There was a broadcast last week on this story.  In addition to fire safety issues it was also stated by one resident that he had damp issues from the beginning.  These were supposed to be top notch appartments, they certainly cost top dollar with the three beds being sold for 750K.


----------



## Bronte

What is different about this and Priory hall and how might this be of use to the Longboat tenants.

Three things.

1.  Nama owns 18 apartments (via the receiver of McNamara)

Right now these are unsaleable, in my opinion, at nearly any price.  If the place is fixed they would sell for maybe 300K each.  (someone better than me have a value for two bed nice apartments in that area if they were ok)  That's nearly five and a half million.  Serious bucks.  Leverage against Nama, Nama wants them sold, Nama know they can't sell them now, bad publicity to Nama again.

2. DDAA owns the common areas and is liable for 37 apartments via the affordable housing scheme.

I imagine these owners are the ones with practically zero money for repairs.  DDAA knows this and if the tenants are pushed too much they might default on their mortgages and then I assume the DDAA would really be the ones to lose out.  (anyone know how affordable housing schme works, is the DDAA a co signatory on the mortgage, how is the ownereship worked out)

3. Eviction unlikely. Can you imagine this.  The images.  Who is going to physically evict them.  And the residents saw the hell Priory Hall people had to live through after they left their properties.  Personally I'd take my chances in a fire trap building, that I'd been living in for years over putting my family out.  And how on earth can some people pay a very large mortgage and pay rent.

- I advise though the installation of multiple smoke alarms and some kind of ladder and expert knowledge of the fire escapes and lots of fire drills.  This is less important for those on the ground floor and first floor, and even the second floor isn't so difficult to get out of.

http://www.irishtimes.com/news/envi...longboat-quay-residents-says-keegan-1.2380071


----------



## Asphyxia

No regulation, and still no regulation, what did we expect.
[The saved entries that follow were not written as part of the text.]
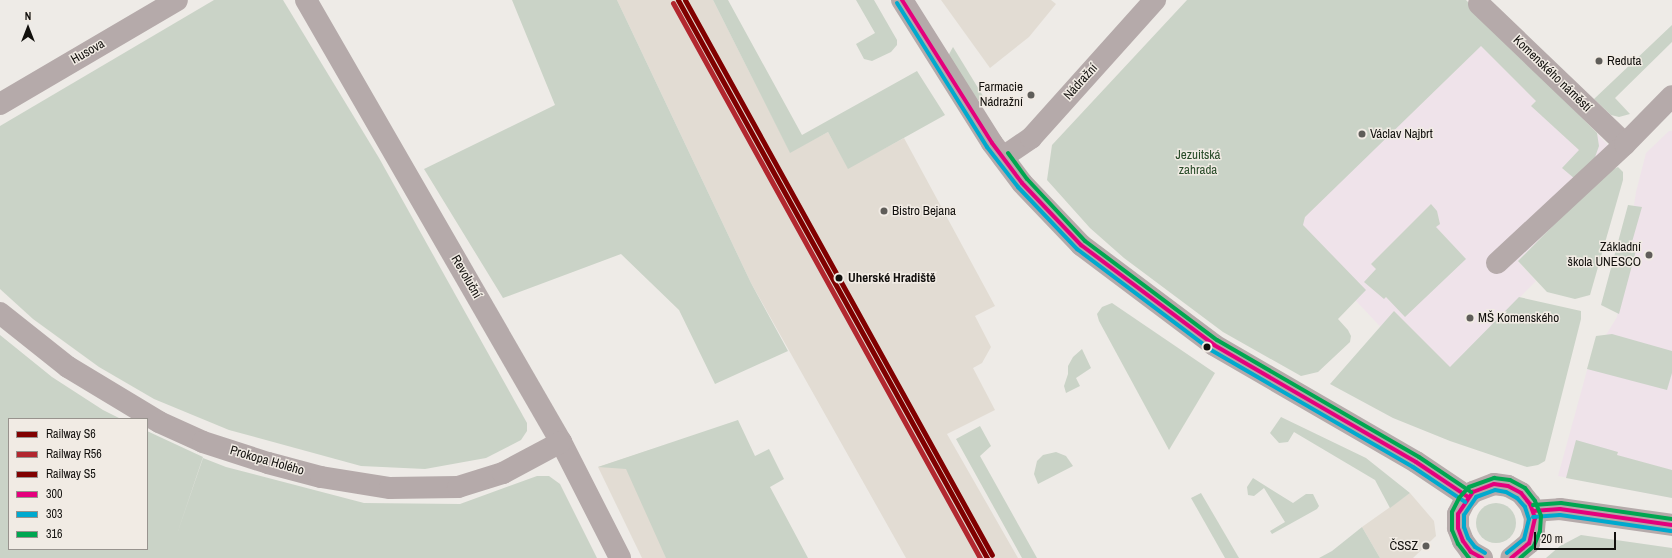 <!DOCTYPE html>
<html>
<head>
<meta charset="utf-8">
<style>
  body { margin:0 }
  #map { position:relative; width:1672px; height:558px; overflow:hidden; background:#eeebe7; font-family:"Archivo Narrow",sans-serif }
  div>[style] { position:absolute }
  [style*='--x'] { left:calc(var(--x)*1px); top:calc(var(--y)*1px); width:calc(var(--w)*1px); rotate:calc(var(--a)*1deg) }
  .built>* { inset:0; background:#e2dcd3 }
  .education>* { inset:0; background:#efe3ea }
  .green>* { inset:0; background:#cad3c7 }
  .round { border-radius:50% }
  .minor>* { height:22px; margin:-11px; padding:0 11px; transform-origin:11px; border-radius:11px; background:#b5aaaa }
  .bus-1>* { height:4px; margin:-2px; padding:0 2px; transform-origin:2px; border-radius:2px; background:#e5007d }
  .bus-2>* { height:4px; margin:-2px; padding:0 2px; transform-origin:2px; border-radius:2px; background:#00a9ce }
  .bus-3>* { height:4px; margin:-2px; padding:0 2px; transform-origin:2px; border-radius:2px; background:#00a651 }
  .rail-1>* { height:5px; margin:-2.5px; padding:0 2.5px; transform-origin:2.5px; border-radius:2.5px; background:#800000 }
  .rail-2>* { height:5px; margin:-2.5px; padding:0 2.5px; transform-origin:2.5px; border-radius:2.5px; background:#b2272f }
  .rail-3>* { height:5px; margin:-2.5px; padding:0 2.5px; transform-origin:2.5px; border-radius:2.5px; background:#800000 }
  .dots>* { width:11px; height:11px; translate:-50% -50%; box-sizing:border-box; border:2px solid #f1ebe4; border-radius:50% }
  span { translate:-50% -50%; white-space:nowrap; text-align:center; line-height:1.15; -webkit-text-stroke:3px #f1ebe4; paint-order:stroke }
  .street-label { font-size:13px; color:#12100d }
  .poi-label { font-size:13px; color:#12100d }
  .left { translate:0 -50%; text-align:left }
  .right { translate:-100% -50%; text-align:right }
  .park-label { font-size:13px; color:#284b28 }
  .stop-label { font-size:13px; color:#12100d; font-weight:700 }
  .legend { position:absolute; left:8px; top:418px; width:140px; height:132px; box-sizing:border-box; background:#f1ebe4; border:1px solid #98938e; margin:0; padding:5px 7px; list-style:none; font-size:12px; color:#12100d }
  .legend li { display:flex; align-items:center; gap:8px; height:20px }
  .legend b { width:20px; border:1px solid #98938e }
  .north { position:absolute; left:8px; top:8px; width:40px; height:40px; -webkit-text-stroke:3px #f1ebe4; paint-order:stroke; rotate:0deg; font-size:11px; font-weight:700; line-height:16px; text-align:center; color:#12100d }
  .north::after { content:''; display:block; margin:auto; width:14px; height:18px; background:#12100d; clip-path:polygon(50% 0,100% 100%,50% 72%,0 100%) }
  .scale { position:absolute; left:1534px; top:532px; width:82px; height:18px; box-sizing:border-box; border:2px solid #12100d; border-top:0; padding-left:5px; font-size:12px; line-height:14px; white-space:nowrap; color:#12100d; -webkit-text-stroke:3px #f1ebe4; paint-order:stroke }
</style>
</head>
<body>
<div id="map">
  <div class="built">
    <i style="clip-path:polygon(617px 0,713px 0,790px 152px,828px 132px,848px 168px,904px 138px,995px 306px,975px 316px,991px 347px,982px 363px,973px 368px,995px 410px,947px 434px,1018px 558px,906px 558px,751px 283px)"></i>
    <i style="clip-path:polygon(941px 0,1051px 0,1056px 4px,1029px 37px,990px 68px)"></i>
    <i style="clip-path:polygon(653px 449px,702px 558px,642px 558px,598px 467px)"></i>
    <i style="clip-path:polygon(1410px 493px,1434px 521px,1436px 536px,1413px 558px,1380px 558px,1362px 527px)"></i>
  </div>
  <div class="education">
    <i style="clip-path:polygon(1483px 20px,1620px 157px,1518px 261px,1536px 281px,1434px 384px,1283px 223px)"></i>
    <i style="clip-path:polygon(1669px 131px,1672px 131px,1672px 498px,1558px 476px,1589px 363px,1617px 317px,1636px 192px,1646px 153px)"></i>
  </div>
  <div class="green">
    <i style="clip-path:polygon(214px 0,283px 0,379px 158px,527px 423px,527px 431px,521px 440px,486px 458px,425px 469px,361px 466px,229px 430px,154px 399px,99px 367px,33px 319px,0 289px,0 126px)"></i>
    <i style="clip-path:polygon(512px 0,617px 0,751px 283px,788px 351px,715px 384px,679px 310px,621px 254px,503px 298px,424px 169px,555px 105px)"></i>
    <i style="clip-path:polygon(713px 0,728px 0,802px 135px,917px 71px,945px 115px,848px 169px,828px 132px,790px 153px)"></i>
    <i style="clip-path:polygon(856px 0,874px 0,897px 40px,897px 45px,891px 52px,872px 61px,864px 59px,856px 44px,875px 33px)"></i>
    <i style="clip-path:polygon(1187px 0,1466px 0,1597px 133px,1599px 146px,1594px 160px,1575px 179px,1562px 168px,1579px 150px,1531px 106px,1536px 101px,1481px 46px,1305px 217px,1303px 225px,1366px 290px,1338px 319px,1348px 330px,1351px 336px,1350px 342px,1318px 372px,1301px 376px,1223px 332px,1124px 258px,1090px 228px,1047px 180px,1052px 145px)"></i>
    <i style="clip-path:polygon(1672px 25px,1672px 42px,1615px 98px,1630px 114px,1619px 117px,1611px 115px,1594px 99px)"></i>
    <i style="clip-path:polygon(953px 47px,983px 96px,978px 101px,948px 56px)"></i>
    <i style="clip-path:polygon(1618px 167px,1623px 172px,1623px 180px,1590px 295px,1575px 299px,1547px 292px,1518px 261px,1605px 173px)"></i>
    <i style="clip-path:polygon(1431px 204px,1437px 211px,1440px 224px,1436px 227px,1466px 259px,1405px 317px,1386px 297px,1384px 299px,1364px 282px,1376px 269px,1371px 264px)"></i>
    <i style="clip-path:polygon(1628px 205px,1642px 207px,1632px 242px,1638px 243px,1619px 314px,1601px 305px)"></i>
    <i style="clip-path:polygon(1519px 297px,1581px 311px,1581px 319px,1545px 461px,1538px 465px,1527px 467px,1450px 441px,1393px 418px,1330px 384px,1394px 311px,1450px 367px)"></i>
    <i style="clip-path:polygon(1112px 303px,1215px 373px,1169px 450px,1099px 321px,1097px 314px,1102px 307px)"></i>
    <i style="clip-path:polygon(1612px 334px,1672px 351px,1672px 373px,1667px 390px,1587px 369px,1596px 336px)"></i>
    <i style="clip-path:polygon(0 335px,52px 377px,103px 410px,121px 419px,9px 419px,9px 549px,147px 549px,147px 431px,203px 457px,176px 537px,203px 458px,226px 467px,364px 503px,460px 504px,537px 476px,549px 476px,560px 484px,597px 558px,0 558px)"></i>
    <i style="clip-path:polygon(1082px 349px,1091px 368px,1076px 378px,1080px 386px,1066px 393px,1064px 386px,1068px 374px,1068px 366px,1073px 357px)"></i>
    <i style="clip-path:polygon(1281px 417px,1366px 458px,1410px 493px,1390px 508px,1375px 480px,1294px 432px,1288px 442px,1279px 443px,1270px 433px)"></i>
    <i style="clip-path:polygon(738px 420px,755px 456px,769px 449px,784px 479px,770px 487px,808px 558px,666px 558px,626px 469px,598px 467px)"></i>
    <i style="clip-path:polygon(980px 426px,991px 446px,980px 456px,1037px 558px,1022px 558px,956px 439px)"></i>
    <i style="clip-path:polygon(1576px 440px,1618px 452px,1617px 455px,1672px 470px,1672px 498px,1566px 478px)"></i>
    <i style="clip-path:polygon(1056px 452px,1066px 456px,1073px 466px,1038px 484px,1034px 474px,1037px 461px,1043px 455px)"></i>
    <i style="clip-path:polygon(1253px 478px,1293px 503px,1306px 494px,1313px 494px,1319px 506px,1317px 509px,1272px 534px,1270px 531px,1285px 522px,1264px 488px,1254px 496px,1248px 495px,1247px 487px)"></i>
    <i style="clip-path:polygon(1201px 493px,1239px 558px,1225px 558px,1191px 498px)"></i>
    <i class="round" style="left:1476px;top:503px;width:40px;height:40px"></i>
    <i style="clip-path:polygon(1362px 527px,1380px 558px,1319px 558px,1332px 551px)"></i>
    <i style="clip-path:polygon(1581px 535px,1672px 548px,1672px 558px,1546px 558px,1560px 546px)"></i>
  </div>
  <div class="minor">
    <i style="--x:306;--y:0;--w:510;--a:60.02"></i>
    <i style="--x:561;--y:442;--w:130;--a:63"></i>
    <i style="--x:902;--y:0;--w:169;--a:57.8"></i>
    <i style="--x:992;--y:143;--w:50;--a:53.1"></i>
    <i style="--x:1022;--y:183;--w:86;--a:46.4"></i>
    <i style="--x:1081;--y:245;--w:166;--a:36.9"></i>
    <i style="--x:1214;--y:345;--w:233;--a:30.1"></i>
    <i style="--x:1416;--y:462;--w:63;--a:33.9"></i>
    <i style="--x:1479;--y:4;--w:202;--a:43.8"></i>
    <i style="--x:0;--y:104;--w:205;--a:-30.4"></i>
    <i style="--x:1003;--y:157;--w:34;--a:-34"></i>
    <i style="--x:1031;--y:138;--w:186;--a:-48.1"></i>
    <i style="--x:1497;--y:263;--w:175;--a:-42.9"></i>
    <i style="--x:1625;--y:144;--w:67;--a:-45.6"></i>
    <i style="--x:0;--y:313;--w:87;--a:38.5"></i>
    <i style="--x:68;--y:367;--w:106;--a:31.1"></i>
    <i style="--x:159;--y:422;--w:48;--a:24.4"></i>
    <i style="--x:203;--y:442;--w:68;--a:17.9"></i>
    <i style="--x:268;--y:463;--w:55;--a:14.8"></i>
    <i style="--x:321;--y:477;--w:70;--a:9.1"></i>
    <i style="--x:390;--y:488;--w:68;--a:-0.8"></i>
    <i style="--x:458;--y:487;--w:47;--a:-17.3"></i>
    <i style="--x:503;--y:473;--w:66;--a:-28.1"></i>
    <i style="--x:1533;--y:511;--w:27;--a:-4"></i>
    <i style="--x:1560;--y:509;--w:113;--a:8.1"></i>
    <i style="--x:1482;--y:558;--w:13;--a:-151"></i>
    <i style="--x:1471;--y:552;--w:14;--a:-126"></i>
    <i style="--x:1463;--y:541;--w:14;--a:-111"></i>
    <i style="--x:1458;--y:528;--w:14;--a:-90"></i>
    <i style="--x:1458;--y:514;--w:13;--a:-63"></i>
    <i style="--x:1464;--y:502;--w:13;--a:-48"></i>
    <i style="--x:1473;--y:492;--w:22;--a:-21"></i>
    <i style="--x:1494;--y:484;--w:14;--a:8"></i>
    <i style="--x:1508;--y:486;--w:15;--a:28"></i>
    <i style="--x:1521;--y:493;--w:14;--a:51"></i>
    <i style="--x:1530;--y:504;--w:15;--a:70"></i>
    <i style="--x:1535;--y:518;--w:12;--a:95"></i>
    <i style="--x:1534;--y:530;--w:14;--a:111"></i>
    <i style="--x:1529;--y:543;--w:23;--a:140"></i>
  </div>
  <div class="bus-1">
    <i style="--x:902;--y:0;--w:169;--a:57.8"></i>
    <i style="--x:992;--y:143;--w:50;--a:53.1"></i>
    <i style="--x:1022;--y:183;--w:86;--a:46.4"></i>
    <i style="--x:1081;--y:245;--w:166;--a:36.9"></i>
    <i style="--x:1214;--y:345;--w:233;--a:30.1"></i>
    <i style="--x:1416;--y:462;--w:63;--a:33.9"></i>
    <i style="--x:1533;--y:511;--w:27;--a:-4"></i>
    <i style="--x:1560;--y:509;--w:113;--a:8.1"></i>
    <i style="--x:1482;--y:558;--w:13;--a:-151"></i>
    <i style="--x:1471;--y:552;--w:14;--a:-126"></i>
    <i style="--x:1463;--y:541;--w:14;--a:-111"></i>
    <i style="--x:1458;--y:528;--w:14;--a:-90"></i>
    <i style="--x:1458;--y:514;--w:27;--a:-56"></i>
    <i style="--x:1473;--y:492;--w:22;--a:-21"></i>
    <i style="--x:1494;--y:484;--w:14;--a:8"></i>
    <i style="--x:1508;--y:486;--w:15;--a:28"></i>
    <i style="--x:1521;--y:493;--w:14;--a:51"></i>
    <i style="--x:1530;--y:504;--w:15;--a:70"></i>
    <i style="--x:1535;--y:518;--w:26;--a:103"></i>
    <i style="--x:1529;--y:543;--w:23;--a:140"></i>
  </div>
  <div class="bus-2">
    <i style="--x:897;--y:3;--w:170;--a:58"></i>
    <i style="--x:987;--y:147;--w:51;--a:52.2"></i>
    <i style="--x:1018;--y:187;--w:86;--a:46.4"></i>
    <i style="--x:1077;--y:249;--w:168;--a:37"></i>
    <i style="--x:1211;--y:350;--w:233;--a:30.1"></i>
    <i style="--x:1413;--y:467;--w:63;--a:33.9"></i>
    <i style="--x:1533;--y:517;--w:27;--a:-4"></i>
    <i style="--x:1560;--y:515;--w:112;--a:8.2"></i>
    <i style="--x:1485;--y:553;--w:12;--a:-149"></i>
    <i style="--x:1475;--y:547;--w:11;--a:-128"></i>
    <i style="--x:1468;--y:538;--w:12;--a:-110"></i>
    <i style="--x:1464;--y:527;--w:12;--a:-90"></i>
    <i style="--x:1464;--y:515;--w:22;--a:-56"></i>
    <i style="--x:1476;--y:497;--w:20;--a:-20"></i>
    <i style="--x:1495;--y:490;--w:11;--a:10"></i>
    <i style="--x:1506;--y:492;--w:13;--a:29"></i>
    <i style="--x:1517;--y:498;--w:12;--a:48"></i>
    <i style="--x:1525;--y:507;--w:13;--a:72"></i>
    <i style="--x:1529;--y:519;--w:21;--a:104"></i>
    <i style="--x:1524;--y:539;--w:22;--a:141"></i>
  </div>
  <div class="bus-3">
    <i style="--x:1008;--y:153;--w:32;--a:54"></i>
    <i style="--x:1027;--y:179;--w:85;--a:46.9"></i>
    <i style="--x:1085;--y:241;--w:165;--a:36.9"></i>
    <i style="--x:1217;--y:340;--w:233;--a:30.1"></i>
    <i style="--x:1419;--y:457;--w:63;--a:33.9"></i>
    <i style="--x:1533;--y:505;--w:28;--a:-4"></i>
    <i style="--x:1561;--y:503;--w:112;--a:8.2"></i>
    <i style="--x:1469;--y:558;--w:18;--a:-128"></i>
    <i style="--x:1458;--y:544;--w:15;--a:-113"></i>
    <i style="--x:1452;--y:530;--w:18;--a:-90"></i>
    <i style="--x:1452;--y:512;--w:16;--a:-63"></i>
    <i style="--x:1459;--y:498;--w:15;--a:-48"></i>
    <i style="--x:1469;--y:487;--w:27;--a:-20"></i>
    <i style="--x:1494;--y:478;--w:16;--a:7"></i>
    <i style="--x:1510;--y:480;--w:17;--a:28"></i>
    <i style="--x:1525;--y:488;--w:16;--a:52"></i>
    <i style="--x:1535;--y:501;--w:16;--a:68"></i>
    <i style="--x:1541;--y:516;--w:15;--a:94"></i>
    <i style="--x:1540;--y:531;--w:16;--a:112"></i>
    <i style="--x:1534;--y:546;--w:18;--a:139"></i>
  </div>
  <div class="rail-1">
    <i style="--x:678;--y:0;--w:638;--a:61.02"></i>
  </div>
  <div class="rail-2">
    <i style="--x:673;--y:3;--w:634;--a:61.05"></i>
  </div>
  <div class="rail-3">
    <i style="--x:685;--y:0;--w:634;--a:61.05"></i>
  </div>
  <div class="dots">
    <i style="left:1599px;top:61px;background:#5f5d59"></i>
    <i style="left:1031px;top:95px;background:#5f5d59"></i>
    <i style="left:1362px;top:134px;background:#5f5d59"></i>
    <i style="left:884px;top:211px;background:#5f5d59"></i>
    <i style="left:1649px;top:255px;background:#5f5d59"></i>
    <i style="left:839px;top:278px;background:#12100d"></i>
    <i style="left:1470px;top:318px;background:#5f5d59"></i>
    <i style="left:1207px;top:347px;background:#12100d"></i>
    <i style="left:1426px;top:546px;background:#5f5d59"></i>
  </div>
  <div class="street-label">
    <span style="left:88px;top:52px;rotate:-30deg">Husova</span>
    <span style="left:1552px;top:74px;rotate:44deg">Komenského náměstí</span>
    <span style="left:1081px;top:82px;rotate:-48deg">Nádražní</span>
    <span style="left:466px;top:277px;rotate:60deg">Revoluční</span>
    <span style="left:267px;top:461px;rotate:16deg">Prokopa Holého</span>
  </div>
  <div class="poi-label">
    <span class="left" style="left:1607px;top:61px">Reduta</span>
    <span class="right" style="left:1023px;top:95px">Farmacie<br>Nádražní</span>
    <span class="left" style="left:1370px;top:134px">Václav Najbrt</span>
    <span class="left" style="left:892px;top:211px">Bistro Bejana</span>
    <span class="right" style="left:1641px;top:255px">Základní<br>škola UNESCO</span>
    <span class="left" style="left:1478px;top:318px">MŠ Komenského</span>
    <span class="right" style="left:1418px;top:546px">ČSSZ</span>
  </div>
  <div class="park-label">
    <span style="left:1198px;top:163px">Jezuitská<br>zahrada</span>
  </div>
  <div class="stop-label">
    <span class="left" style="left:848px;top:278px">Uherské Hradiště</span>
  </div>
  <ul class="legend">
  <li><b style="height:5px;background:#800000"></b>Railway S6</li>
  <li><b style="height:5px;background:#b2272f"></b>Railway R56</li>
  <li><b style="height:5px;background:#800000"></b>Railway S5</li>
  <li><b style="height:5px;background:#e5007d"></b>300</li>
  <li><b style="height:5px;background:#00a9ce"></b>303</li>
  <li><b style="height:5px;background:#00a651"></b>316</li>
  </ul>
  <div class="north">N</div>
  <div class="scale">20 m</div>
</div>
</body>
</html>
Tom Parlon and the C.F.I. must have serious clout. State building regulation would be self financing after initial set up costs. We always look to other Countries when in comes healthcare, childcare models. There is third party regulation in most Member States in the E.U. why do we not implement one of these models. Fianna Fail shame on you. Fine Gael and Labour shame on you.


----------



## T McGibney

Asphyxia said:


> We always look to other Countries when in comes healthcare, childcare models.



And look at the state of our healthcare & childcare systems...


----------



## Rebuttal

T McGibney said:


> And look at the state of our healthcare & childcare systems...


That's because we are still looking and not implementing.


----------



## thedaddyman

I moved back to Ireland in the early noughties and  for a while I used to walk past a small apartment complex in South County Dublin daily. Even to my laymans eyes the quality looked appaling, however, it then got plastered and tarted up and the apartments sold for a small fortune

What have learnt?, it's simple, don't buy any house in an estate or an apartment built in Ireland in the last 15 or 20 years, it's too risky


----------



## T McGibney

thedaddyman said:


> What have learnt?, it's simple, don't buy any house in an estate or an apartment built in Ireland in the last 15 or 20 years, it's too risky



I recall a similar caution being expressed in the FT earlier this year in relation to apartments built in London during the past decade.


----------